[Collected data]
<<<<

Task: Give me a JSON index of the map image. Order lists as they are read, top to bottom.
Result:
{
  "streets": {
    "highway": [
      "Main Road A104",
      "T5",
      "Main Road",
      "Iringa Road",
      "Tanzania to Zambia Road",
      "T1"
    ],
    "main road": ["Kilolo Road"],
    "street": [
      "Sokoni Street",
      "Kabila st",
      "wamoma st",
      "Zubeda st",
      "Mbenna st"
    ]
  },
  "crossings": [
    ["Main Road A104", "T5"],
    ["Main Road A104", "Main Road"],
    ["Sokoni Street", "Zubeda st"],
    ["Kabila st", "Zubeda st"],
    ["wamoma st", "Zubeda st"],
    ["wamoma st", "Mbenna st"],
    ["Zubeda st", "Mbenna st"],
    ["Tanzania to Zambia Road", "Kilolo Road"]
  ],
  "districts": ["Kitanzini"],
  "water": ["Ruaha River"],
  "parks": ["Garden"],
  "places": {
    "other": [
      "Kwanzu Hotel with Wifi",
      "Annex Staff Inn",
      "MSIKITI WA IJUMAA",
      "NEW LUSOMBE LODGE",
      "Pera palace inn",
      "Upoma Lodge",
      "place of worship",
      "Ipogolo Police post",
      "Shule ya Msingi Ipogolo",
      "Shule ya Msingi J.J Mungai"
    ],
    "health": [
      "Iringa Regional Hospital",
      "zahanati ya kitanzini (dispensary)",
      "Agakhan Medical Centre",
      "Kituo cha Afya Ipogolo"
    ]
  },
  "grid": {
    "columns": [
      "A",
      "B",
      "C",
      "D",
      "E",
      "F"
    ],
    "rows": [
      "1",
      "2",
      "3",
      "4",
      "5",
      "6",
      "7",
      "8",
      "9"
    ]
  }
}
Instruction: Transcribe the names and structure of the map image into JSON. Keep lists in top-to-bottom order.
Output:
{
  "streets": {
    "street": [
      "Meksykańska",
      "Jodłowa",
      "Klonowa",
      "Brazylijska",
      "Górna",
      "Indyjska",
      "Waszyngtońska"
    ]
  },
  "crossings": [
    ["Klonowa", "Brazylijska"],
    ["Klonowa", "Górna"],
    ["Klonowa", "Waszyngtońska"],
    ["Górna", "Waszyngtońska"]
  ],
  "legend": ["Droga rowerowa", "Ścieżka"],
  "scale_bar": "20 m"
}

>>>>

:: WORK ITEM ::
Output all of the data above without any alteration.

:: TASK RESULT ::
Task: Give me a JSON index of the map image. Order lists as they are read, top to bottom.
Result:
{
  "streets": {
    "highway": [
      "Main Road A104",
      "T5",
      "Main Road",
      "Iringa Road",
      "Tanzania to Zambia Road",
      "T1"
    ],
    "main road": ["Kilolo Road"],
    "street": [
      "Sokoni Street",
      "Kabila st",
      "wamoma st",
      "Zubeda st",
      "Mbenna st"
    ]
  },
  "crossings": [
    ["Main Road A104", "T5"],
    ["Main Road A104", "Main Road"],
    ["Sokoni Street", "Zubeda st"],
    ["Kabila st", "Zubeda st"],
    ["wamoma st", "Zubeda st"],
    ["wamoma st", "Mbenna st"],
    ["Zubeda st", "Mbenna st"],
    ["Tanzania to Zambia Road", "Kilolo Road"]
  ],
  "districts": ["Kitanzini"],
  "water": ["Ruaha River"],
  "parks": ["Garden"],
  "places": {
    "other": [
      "Kwanzu Hotel with Wifi",
      "Annex Staff Inn",
      "MSIKITI WA IJUMAA",
      "NEW LUSOMBE LODGE",
      "Pera palace inn",
      "Upoma Lodge",
      "place of worship",
      "Ipogolo Police post",
      "Shule ya Msingi Ipogolo",
      "Shule ya Msingi J.J Mungai"
    ],
    "health": [
      "Iringa Regional Hospital",
      "zahanati ya kitanzini (dispensary)",
      "Agakhan Medical Centre",
      "Kituo cha Afya Ipogolo"
    ]
  },
  "grid": {
    "columns": [
      "A",
      "B",
      "C",
      "D",
      "E",
      "F"
    ],
    "rows": [
      "1",
      "2",
      "3",
      "4",
      "5",
      "6",
      "7",
      "8",
      "9"
    ]
  }
}
Instruction: Transcribe the names and structure of the map image into JSON. Keep lists in top-to-bottom order.
Output:
{
  "streets": {
    "street": [
      "Meksykańska",
      "Jodłowa",
      "Klonowa",
      "Brazylijska",
      "Górna",
      "Indyjska",
      "Waszyngtońska"
    ]
  },
  "crossings": [
    ["Klonowa", "Brazylijska"],
    ["Klonowa", "Górna"],
    ["Klonowa", "Waszyngtońska"],
    ["Górna", "Waszyngtońska"]
  ],
  "legend": ["Droga rowerowa", "Ścieżka"],
  "scale_bar": "20 m"
}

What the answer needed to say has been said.